Blog: How we built upgraded session replay storage (to blobby)

Summary

Write a short paragraph on what this article is about. If applicable, what's the opinion or point we want to make in this article?

Based on Ben’s notes on Mr Blobby, write a blog talking about our migration of session replay data from ClickHouse to S3 and the creation of Mr. Blobby

What is the right angle? Money saved, performance, technology. How we solve the write cost vs storage cost problem.

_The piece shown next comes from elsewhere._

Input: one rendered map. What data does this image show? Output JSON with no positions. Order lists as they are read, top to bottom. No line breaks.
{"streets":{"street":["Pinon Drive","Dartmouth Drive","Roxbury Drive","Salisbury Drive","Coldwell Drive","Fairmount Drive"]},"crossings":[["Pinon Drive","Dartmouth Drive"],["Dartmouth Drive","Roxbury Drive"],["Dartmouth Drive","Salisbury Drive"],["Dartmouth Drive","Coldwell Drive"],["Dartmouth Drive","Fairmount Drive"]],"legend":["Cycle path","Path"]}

See headline options

Where will it be published?

select any that apply

[x] Blog

[ ] Founders Hub

[ ] Newsletter

[ ] Product engineers Hub

[ ] Tutorials

[ ] Other (please specify)

Why type of article is this?

select any that apply

[ ] High intent (i.e. comparisons and similar)

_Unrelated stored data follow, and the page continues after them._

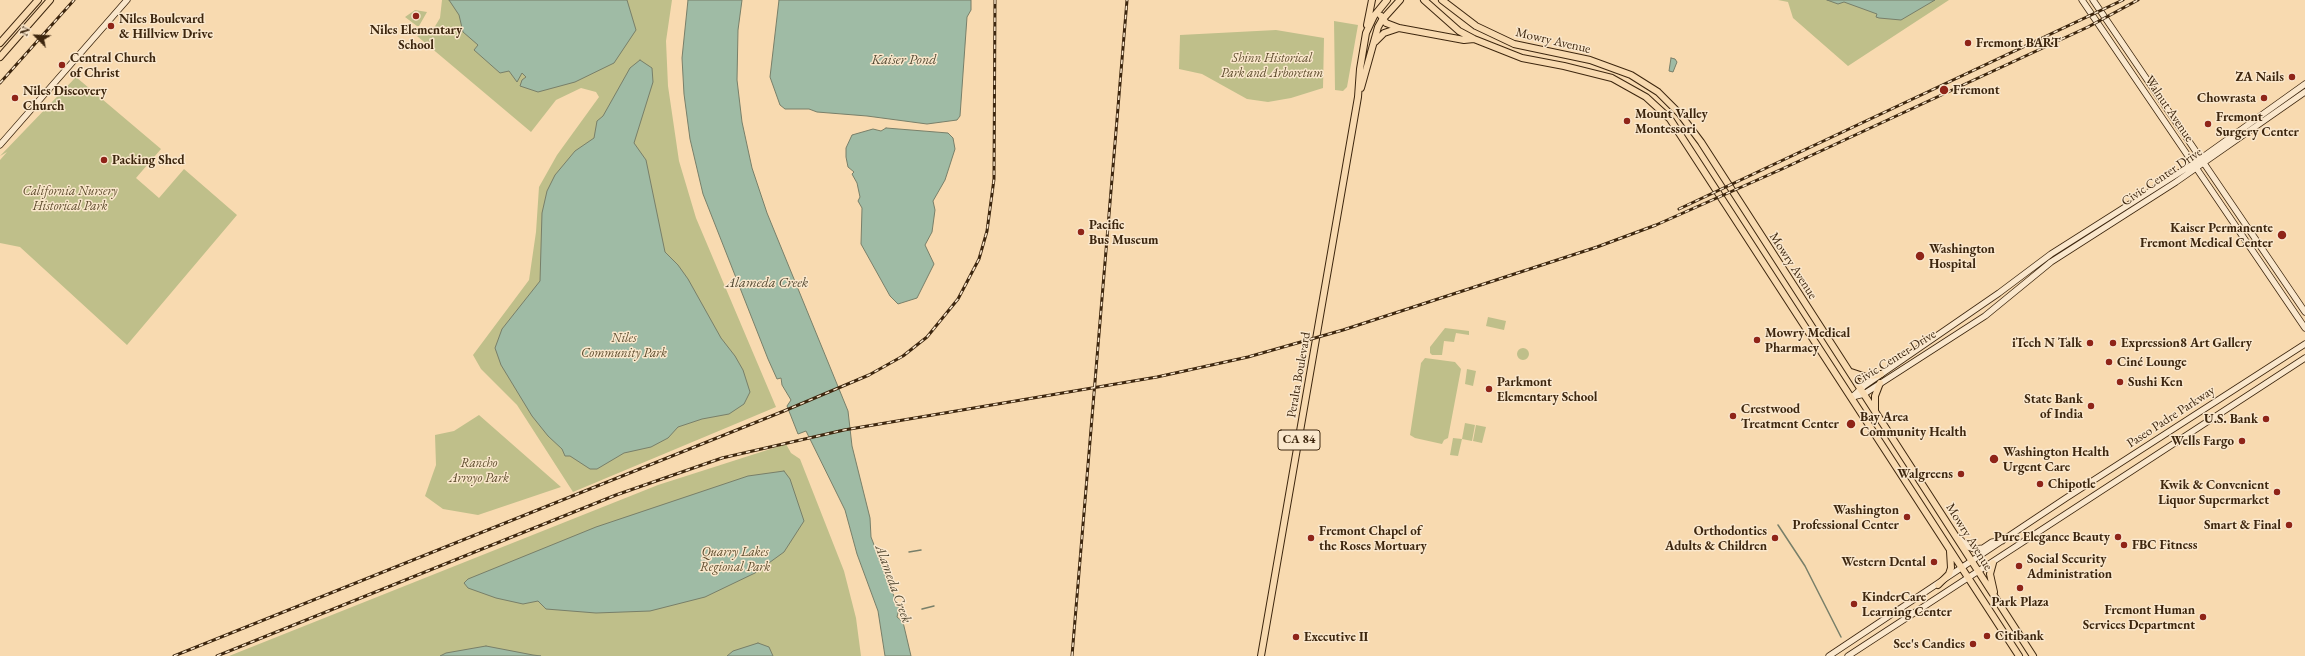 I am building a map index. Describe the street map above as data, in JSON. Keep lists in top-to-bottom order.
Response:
{
  "streets": {
    "main road": [
      "Mowry Avenue",
      "Walnut Avenue",
      "Civic Center Drive",
      "Peralta Boulevard",
      "Paseo Padre Parkway",
      "CA 84"
    ]
  },
  "crossings": [
    ["Mowry Avenue", "Civic Center Drive"],
    ["Mowry Avenue", "Peralta Boulevard"],
    ["Mowry Avenue", "Paseo Padre Parkway"],
    ["Walnut Avenue", "Civic Center Drive"]
  ],
  "water": ["Kaiser Pond", "Alameda Creek"],
  "parks": [
    "Shinn Historical Park and Arboretum",
    "California Nursery Historical Park",
    "Niles Community Park",
    "Rancho Arroyo Park",
    "Quarry Lakes Regional Park"
  ],
  "places": [
    "Niles Elementary School",
    "Niles Boulevard & Hillview Drive",
    "Fremont BART",
    "Central Church of Christ",
    "ZA Nails",
    "Fremont",
    "Niles Discovery Church",
    "Chowrasta",
    "Mount Valley Montessori",
    "Fremont Surgery Center",
    "Packing Shed",
    "Pacific Bus Museum",
    "Kaiser Permanente Fremont Medical Center",
    "Washington Hospital",
    "Mowry Medical Pharmacy",
    "iTech N Talk",
    "Expression8 Art Gallery",
    "Ciné Lounge",
    "Sushi Ken",
    "Parkmont Elementary School",
    "State Bank of India",
    "Crestwood Treatment Center",
    "U.S. Bank",
    "Bay Area Community Health",
    "Wells Fargo",
    "Washington Health Urgent Care",
    "Walgreens",
    "Chipotle",
    "Kwik & Convenient Liquor Supermarket",
    "Washington Professional Center",
    "Smart & Final",
    "Pure Elegance Beauty",
    "Fremont Chapel of the Roses Mortuary",
    "Orthodontics Adults & Children",
    "FBC Fitness",
    "Western Dental",
    "Social Security Administration",
    "Park Plaza",
    "KinderCare Learning Center",
    "Fremont Human Services Department",
    "Citibank",
    "Executive II",
    "See's Candies"
  ],
  "north": "top left"
} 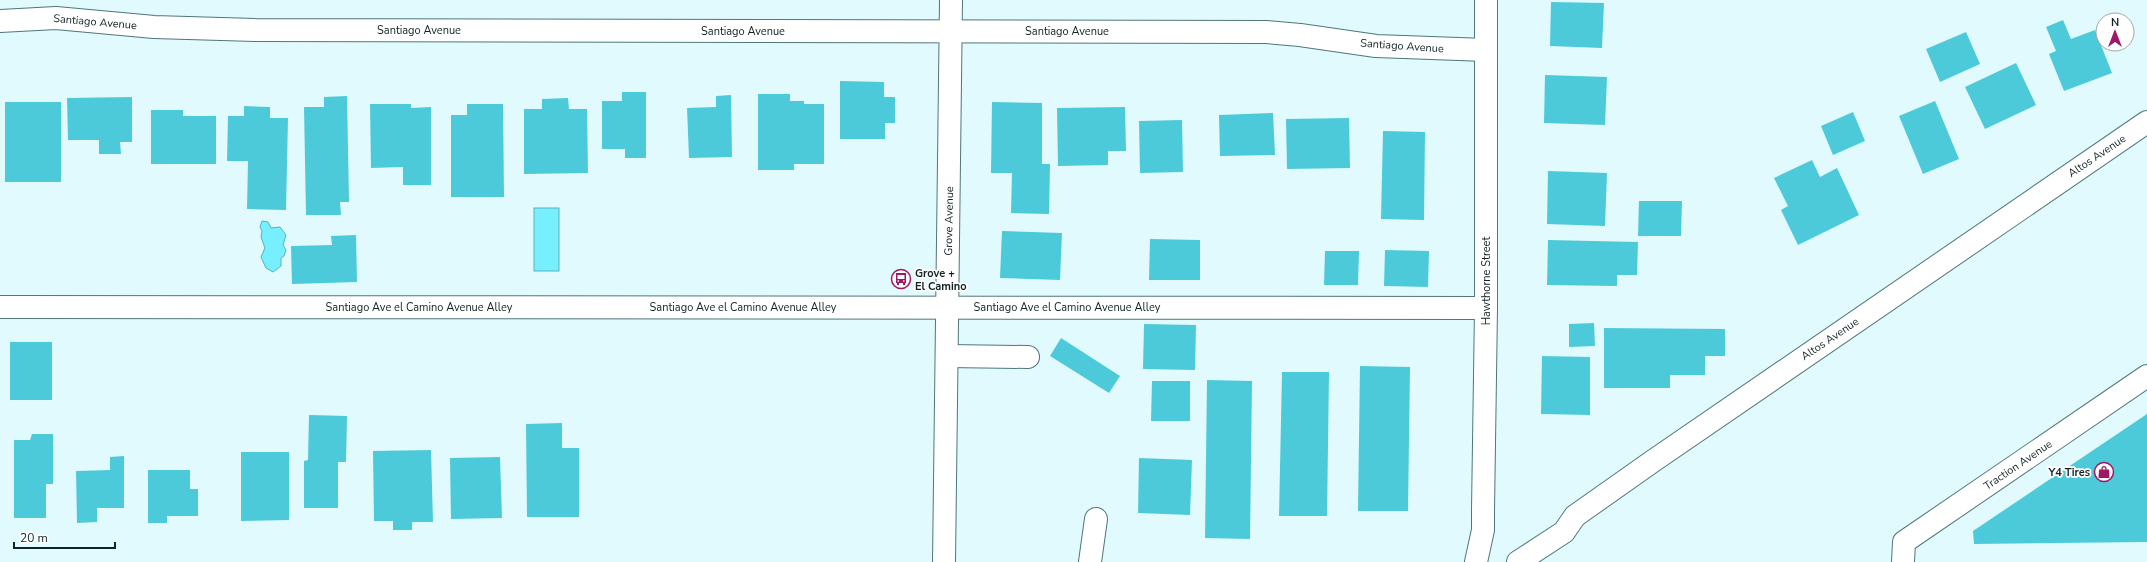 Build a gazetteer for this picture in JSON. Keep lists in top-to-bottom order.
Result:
{
  "streets": {
    "street": [
      "Santiago Avenue",
      "Altos Avenue",
      "Grove Avenue",
      "Hawthorne Street",
      "Santiago Ave el Camino Avenue Alley",
      "Traction Avenue"
    ]
  },
  "crossings": [
    ["Santiago Avenue", "Grove Avenue"],
    ["Santiago Avenue", "Hawthorne Street"],
    ["Grove Avenue", "Santiago Ave el Camino Avenue Alley"],
    ["Hawthorne Street", "Santiago Ave el Camino Avenue Alley"]
  ],
  "places": {
    "bus stop": ["Grove + El Camino"],
    "shop": ["Y4 Tires"]
  },
  "scale_bar": "20 m",
  "north": "top"
}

[x] Brand / opinionated (how we work and why, etc.)

[ ] High-level guide (concepts, frameworks, ideas, etc.)

[ ] Low-level guide (step-by-step guide / tutorial)

[ ] Other (please specify)

Who is the primary audience?

select any that apply

[ ] Founders

[x] Engineers

[ ] Growth

[ ] Marketing

[x] HackerNews

[ ] Existing PostHog users

[x] Potential PostHog users

Headline options

suggest a few angles

How migrating replay data to S3 saved our life

How we saved 50k/m moving replay data to S3

How we solved the write vs store cost challenge for our massive amount of replay data

Storing more, writing less: How moving replay data to S3 saved us 50k/m

Will it need custom art?

[ ] Yes
[x] No (We already have a Mr Blobby hog)

Outline (optional)

draft headings / questions you want to answer

We moved from ClickHouse-backed session replays to S3-backed ones

Problem 1: Store and query

ClickHouse is good at writing (batching), but not for storing this type of data.

We try to use ClickHouse for everything. Our old version of session replay used it too.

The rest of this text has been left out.